Walk with the Lamb

Pick the thing you would want to learn to do the most. The thing that makes your heart soar, that thing that when you do it you lose all track of time. Now imagine the person you admire the most in the world and aspire to be like offers to teach you everything they know. Would you turn them down? Would you instead buy the book he or she wrote and try to work out all the diagrams, directions, and terminology all on your own?
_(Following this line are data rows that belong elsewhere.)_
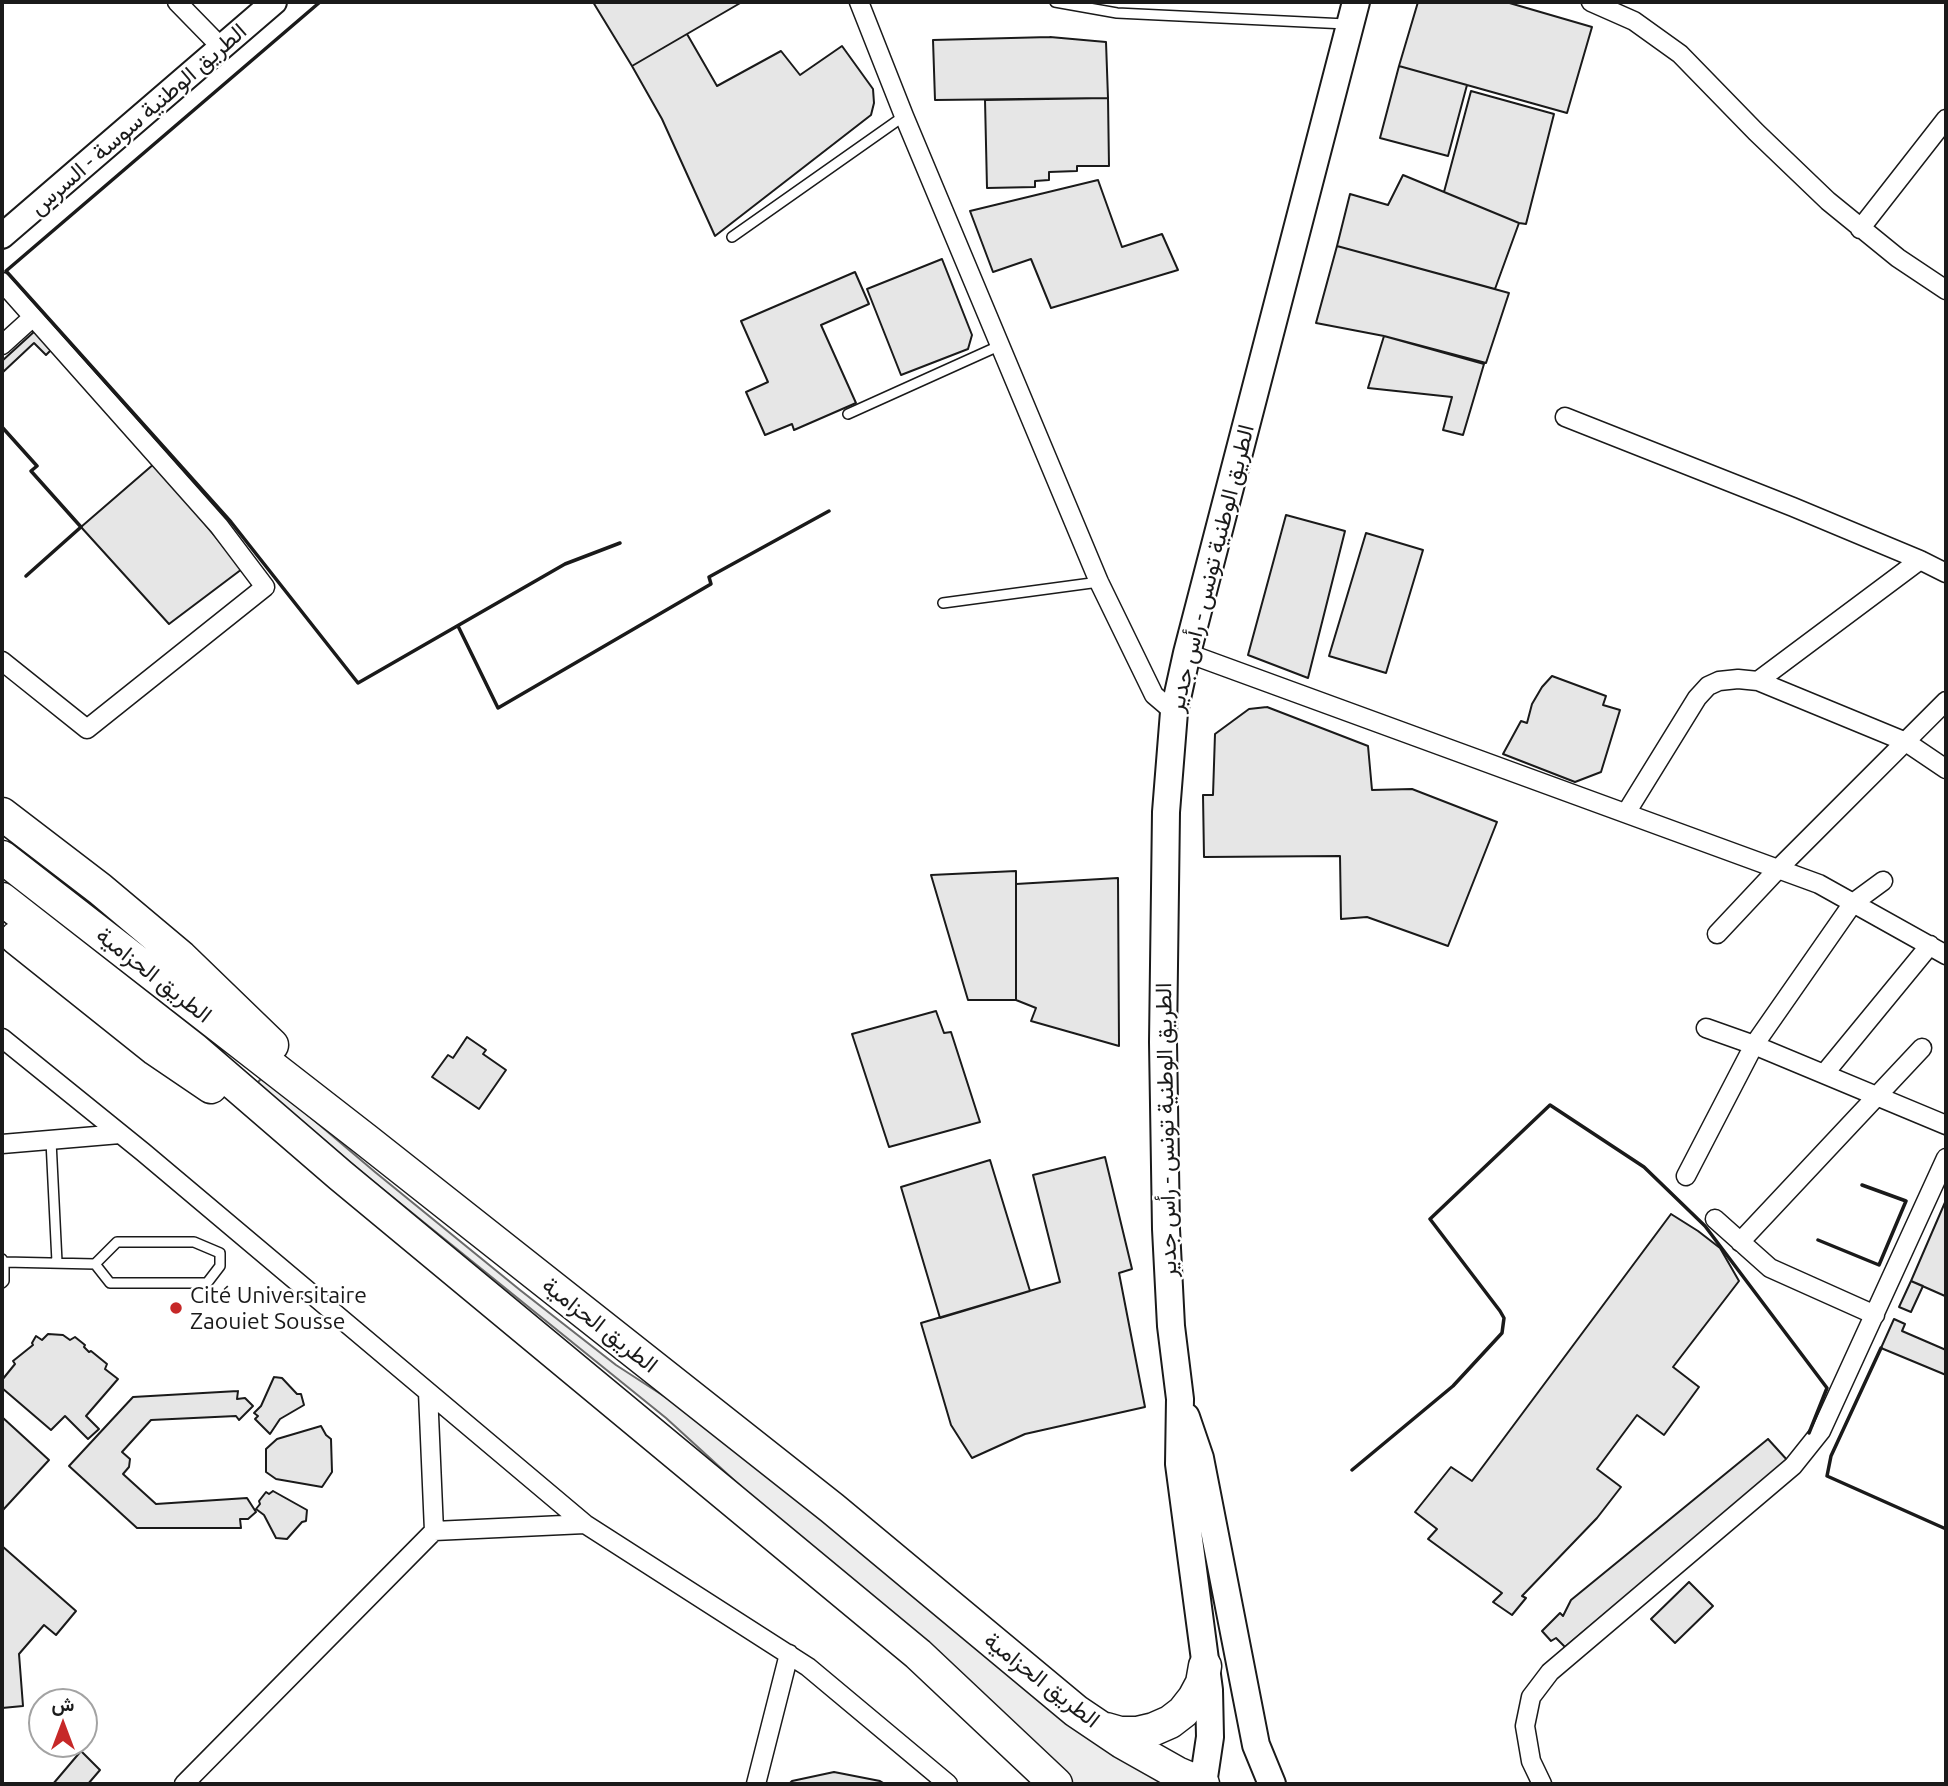 <!DOCTYPE html>
<meta charset="utf-8">
<style>
body{margin:0}
#map{position:relative;width:1948px;height:1786px;overflow:hidden;background:#fff;font-family:Ubuntu,Vazirmatn,sans-serif}
canvas{display:block}
.frame{position:absolute;inset:0;border:4px solid #1a1a1a;pointer-events:none}
.north{position:absolute;left:28px;top:1688px;width:70px;height:70px;box-sizing:border-box;background:#fff;border:2px solid #a3a3a3;border-radius:50%;rotate:0deg;font-size:19px;font-weight:700;line-height:28px;text-align:center;color:#1a1a1a}
.north::after{content:'';display:block;margin:auto;width:24px;height:32px;background:#c62828;clip-path:polygon(50% 0,100% 100%,50% 72%,0 100%)}
</style>
<div id="map">
<canvas width="1948" height="1786"></canvas>
<div class="frame"></div>
<div class="north">ش</div>
</div>
<script>
const c = document.querySelector('canvas').getContext('2d');
c.lineJoin = 'round';
function fillPath(path, color) {
  c.fillStyle = color;
  c.fill(path, 'evenodd');
}
function poly(rows) {
  const path = new Path2D();
  for (const r of rows) {
    path.moveTo(r[0], r[1]);
    for (let i = 2; i < r.length; i += 2) path.lineTo(r[i], r[i + 1]);
  }
  return path;
}
function stroke(path, color, width, dash) {
  c.strokeStyle = color;
  c.lineWidth = width;
  c.lineCap = dash ? 'butt' : 'round';
  c.setLineDash(dash || []);
  c.stroke(path);
}
function write(font, color, halo, rows, align = 'center') {
  c.font = font + ' Ubuntu,Vazirmatn,sans-serif';
  c.lineWidth = 5;
  c.setLineDash([]);
  c.textBaseline = 'middle';
  c.strokeStyle = halo;
  c.fillStyle = color;
  for (const [text, x, y, turn = 0] of rows) {
    c.save();
    c.translate(x, y);
    c.rotate((+turn || 0) * Math.PI / 180);
    c.textAlign = isNaN(turn) ? turn : align;
    if (halo) c.strokeText(text, 0, 0);
    c.fillText(text, 0, 0);
    c.restore();
  }
}
const built = poly([
 [263,1077,375,1172,520,1290,616,1365,676,1404,815,1514,961,1636,1170,1784,1067,1784,666,1418,364,1174,257,1083,263,1077]
]);
fillPath(built, '#ededed');
stroke(built, '#6a6a6a', 2);
const building = poly([
 [593,2,742,2,632,66,593,2],
 [1418,2,1506,2,1592,27,1567,113,1399,66,1418,2],
 [687,34,717,86,781,51,800,75,842,46,873,89,874,103,871,115,715,236,662,119,632,66,687,34],
 [1050,37,1106,42,1108,98,935,100,933,40,1050,37],
 [1399,66,1467,85,1448,156,1380,138,1399,66],
 [1471,91,1554,114,1526,224,1519,223,1444,192,1471,91],
 [1108,98,1109,166,1077,166,1077,171,1049,172,1049,180,1035,181,1035,187,987,188,985,100,1108,98],
 [1403,175,1519,223,1495,289,1337,246,1350,194,1388,205,1403,175],
 [1098,180,1122,247,1162,234,1178,270,1051,308,1031,259,993,272,970,211,1098,180],
 [1337,246,1509,293,1486,363,1384,336,1316,323,1337,246],
 [942,259,972,335,968,349,901,375,867,289,942,259],
 [855,272,869,304,821,325,856,403,794,430,792,424,765,435,746,392,768,382,741,321,855,272],
 [36,330,52,349,46,355,34,343,2,373,2,361,36,330],
 [1384,336,1484,364,1463,435,1443,430,1452,397,1368,388,1384,336],
 [155,463,242,569,169,624,81,527,155,463],
 [1286,515,1345,531,1308,678,1248,655,1286,515],
 [1366,533,1423,550,1386,673,1329,656,1366,533],
 [1552,676,1606,696,1603,705,1620,710,1601,772,1575,782,1503,754,1521,721,1527,723,1532,704,1542,687,1552,676],
 [1267,707,1368,746,1372,790,1412,789,1497,822,1448,946,1367,917,1341,919,1340,856,1204,857,1203,795,1213,795,1215,734,1249,709,1267,707],
 [1016,871,1016,1000,968,1000,931,875,1016,871],
 [1118,878,1119,1046,1031,1021,1036,1008,1016,1000,1016,884,1118,878],
 [936,1011,944,1033,951,1032,980,1122,889,1147,852,1034,936,1011],
 [467,1037,486,1050,483,1054,506,1070,479,1109,432,1077,448,1055,453,1058,467,1037],
 [1105,1157,1132,1269,1119,1273,1145,1407,1025,1434,972,1458,951,1425,921,1323,1060,1282,1033,1175,1105,1157],
 [990,1160,1030,1291,940,1318,901,1187,990,1160],
 [1946,1200,1946,1294,1945,1296,1911,1281,1946,1200],
 [1671,1214,1698,1231,1720,1248,1739,1281,1673,1367,1699,1387,1664,1435,1637,1415,1597,1469,1621,1487,1597,1518,1522,1596,1526,1598,1512,1615,1493,1602,1502,1593,1428,1539,1437,1529,1415,1512,1451,1467,1472,1481,1671,1214],
 [1911,1281,1923,1286,1911,1312,1899,1307,1911,1281],
 [1894,1319,1905,1324,1902,1331,1946,1350,1946,1375,1881,1348,1894,1319],
 [48,1334,63,1335,70,1340,75,1337,85,1345,84,1347,89,1352,91,1351,107,1364,105,1369,118,1379,86,1416,99,1429,88,1439,65,1416,51,1430,2,1388,2,1380,15,1364,13,1361,33,1345,32,1343,36,1336,42,1340,48,1334],
 [274,1377,282,1378,297,1394,301,1394,304,1405,280,1419,270,1434,255,1419,258,1416,254,1413,261,1406,274,1377],
 [238,1391,237,1399,245,1398,253,1406,239,1420,236,1416,151,1420,122,1452,130,1459,129,1467,123,1474,156,1504,247,1498,256,1512,248,1519,240,1519,241,1528,137,1528,69,1466,133,1397,238,1391],
 [2,1417,49,1460,2,1511,2,1417],
 [321,1426,326,1435,331,1439,332,1472,322,1487,276,1479,266,1472,266,1449,277,1439,321,1426],
 [1768,1439,1788,1461,1565,1647,1556,1638,1551,1641,1542,1631,1560,1613,1563,1616,1571,1600,1768,1439],
 [273,1491,307,1510,306,1521,302,1522,287,1539,276,1538,264,1515,256,1509,260,1504,259,1501,266,1492,269,1494,273,1491],
 [2,1546,76,1611,56,1635,44,1625,19,1654,23,1706,2,1708,2,1546],
 [1689,1582,1713,1606,1675,1643,1651,1619,1689,1582],
 [81,1751,100,1770,88,1784,53,1784,81,1751],
 [834,1772,880,1781,885,1784,789,1784,792,1781,834,1772]
]);
fillPath(building, '#e6e6e6');
stroke(building, '#1a1a1a', 2);
const lane = poly([
 [1055,2,1117,13,1346,24],
 [732,237,904,116],
 [848,414,1001,345],
 [943,603,1099,582],
 [51,1141,57,1262],
 [2,1259,4,1262,4,1281,2,1283],
 [4,1262,95,1264,117,1242,194,1242,220,1253,220,1266,207,1283,110,1283,95,1264]
]);
const street = poly([
 [177,2,221,47],
 [859,2,904,116,1099,582,1154,695,1174,712],
 [1591,2,1634,21,1680,54,1756,132,1828,201,1898,258,1946,290],
 [1860,229,1946,119],
 [2,282,219,526,265,587,87,729,2,661],
 [2,345,33,317],
 [1565,417,1793,507,1920,560,1946,573],
 [1187,653,1819,884,1946,955],
 [1758,681,1920,560],
 [1626,813,1697,698,1708,686,1719,681,1738,679,1758,681,1906,742,1946,769],
 [1717,934,1778,869,1946,701],
 [1706,1028,1754,1045,1946,1125],
 [2,1038,143,1152,585,1524,808,1667,948,1784],
 [1824,1074,1930,945],
 [2,1144,120,1134],
 [1686,1176,1754,1045,1853,903,1883,881],
 [1715,1219,1770,1268,1875,1315],
 [1740,1242,1922,1048],
 [428,1392,434,1531],
 [184,1784,434,1531,585,1524],
 [756,1784,789,1654],
 [1542,1784,1531,1761,1525,1726,1531,1697,1550,1672,1793,1466,1821,1431,1946,1158]
]);
const secondary = poly([
 [2,236,274,2]
]);
const primary = poly([
 [1186,1417,1200,1458,1256,1745,1272,1784],
 [1203,1784,1210,1737,1209,1690,1179,1464,1180,1399,1171,1326,1166,1229,1163,1042,1166,812,1174,712,1187,653,1356,2]
]);
const highway = poly([
 [2,814,100,889,181,957,272,1045],
 [2,857,366,1140,832,1508,1076,1711,1122,1742,1177,1773,1203,1784],
 [2,899,194,1049,340,1175,918,1654,1056,1784],
 [16,938,155,1049,211,1087],
 [1106,1729,1120,1733,1137,1733,1154,1729,1170,1722,1183,1712,1194,1698,1202,1683,1205,1666]
]);
stroke(lane, '#1a1a1a', 12);
stroke(street, '#1a1a1a', 21);
stroke(secondary, '#1a1a1a', 28);
stroke(primary, '#1a1a1a', 30);
stroke(highway, '#1a1a1a', 35);
stroke(lane, '#fff', 9);
stroke(street, '#fff', 18);
stroke(secondary, '#fff', 24);
stroke(primary, '#fff', 26);
stroke(highway, '#fff', 32);
stroke(poly([
 [320,2,6,271,231,522,358,683,565,564,620,543],
 [2,427,37,466,31,471,81,527,26,576],
 [458,626,498,708,711,584,709,577,829,511],
 [1818,1240,1879,1265,1906,1201,1862,1185],
 [1881,1348,1831,1456,1827,1476,1946,1529],
 [1352,1470,1453,1386,1502,1333,1504,1318,1500,1311,1430,1219,1550,1105,1644,1167,1705,1226,1827,1388,1809,1433]
]), '#1a1a1a', 3.5);
for (const [x, y, r, color] of [
 [176,1308,7,"#c62828"]
]) {
  const dot = new Path2D();
  dot.arc(x, y, r, 0, 2 * Math.PI);
  c.fillStyle = color;
  c.fill(dot);
  stroke(dot, '#fff', 2.5);
}
write('23px', '#1a1a1a', '#fff', [
 ["الطريق الوطنية سوسة - السرس",138,119,-41],
 ["الطريق الوطنية تونس - رأس جدير",1211,568,-76],
 ["الطريق الحزامية",154,975,38],
 ["الطريق الوطنية تونس - رأس جدير",1166,1130,-91],
 ["الطريق الحزامية",600,1325,38],
 ["الطريق الحزامية",1042,1680,38]
]);
write('23px', '#1a1a1a', '#fff', [
 ["Cité Universitaire",190,1295],
 ["Zaouiet Sousse",190,1321]
], 'left');
</script>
But so often, this is what we do to God. He came in the flesh. He died on the cross. He rose from the dead, and He sent His Spirit to come and dwell inside of us. But what do we do? Instead we read histories, anthropology, theology, and commentaries. We listen to teachers and biblical scholars to help us understand how to do everything better, to figure out the formula to be right with God. We keep diets, and feast days, and fast days. We try so hard to not get angry, to not sin, and to not hate others. And so often we fail. These are all works of the flesh.

We have direct access to the King of Kings, His Spirit is coursing through our bodies giving us Life, but we ignore Him, because we are still caught in shame and guilt; we are still believing the lie that we can do something to earn God’s love.

He’s done it all. He has gone before us. He has finished the work necessary for our salvation. He has opened the doors to Paradise. He is calling us into Freedom. All we have to do is say, “YES!”

Then I looked, and behold, on Mount Zion stood the Lamb, and with him 144,000 who had his name and his Father’s name written on their foreheads. And I heard a voice from heaven like the roar of many waters and like the sound of loud thunder. The voice I heard was like the sound of harpists playing on their harps, and they were singing a new song before the throne and before the four living creatures and before the elders. No one could learn that song except the 144,000 who had been redeemed from the earth. It is these who have not defiled themselves with women, for they are virgins. It is these who follow the Lamb wherever he goes. These have been redeemed from mankind as firstfruits for God and the Lamb, and in their mouth no lie was found, for they are blameless.

Rev. 14:1-5

Straw

At the end of his life, St. Thomas Aquinas had what some believe was a beatific vision and stopped short of completing his work entitled the Summa Theoligiae.

“The end of my labors is come. All that I have written appears to be as so much straw after the things that have been revealed to me.”

St. Thomas Aquinas

Consider the verses from 1 Corinthians 3:10-15.

According to the grace of God given to me, like a skilledmaster builder I laid a foundation, and someone else is building upon it. Let each one take care how he builds upon it. For no one can lay a foundation other than that which is laid, which is Jesus Christ. Now if anyone builds on the foundation with gold, silver, precious stones, wood, hay, straw— each one’s work will become manifest, for the Day will disclose it, because it will be revealed by fire, and the fire will test what sort of work each one has done. If the work that anyone has built on the foundation survives, he will receive a reward. If anyone’s work is burned up, he will suffer loss, though he himself will be saved, but only as through fire.

Arguably one of the world’s most brilliant minds, a theologian and a philosopher, St. Thomas Aquinas made it his life’s work to try to prove the existence of God and make the case for Christ. Why then would he say that his life’s work was straw? If we are to take the words of the Apostle Paul seriously then we may conclude that the work of the Summa Theologiae was of St. Thomas’ own hands. He saw it clearly as a work of the flesh and not the Spirit. He knew his words would not survive the fire of purification.

The wisdom of God is foolishness to this world and the wisdom of this world is foolishness to God. There is only so far a person can go on the logic and reason of the human mind. We must see the spiritual with spiritual eyes and put on the mind of Christ. Our own human understanding cannot comprehend the light that the Word provides.

Though St. Thomas Aquinas considered his work straw, the Catholic church went on to use his last work in the at the council of Trent during the counter-reformation. I wonder what the church would have become if they had not adopted a worldy interpretation of Scripture. Maybe one day soon, we’ll see what the Church can be when she submits to and walks in the Spirit.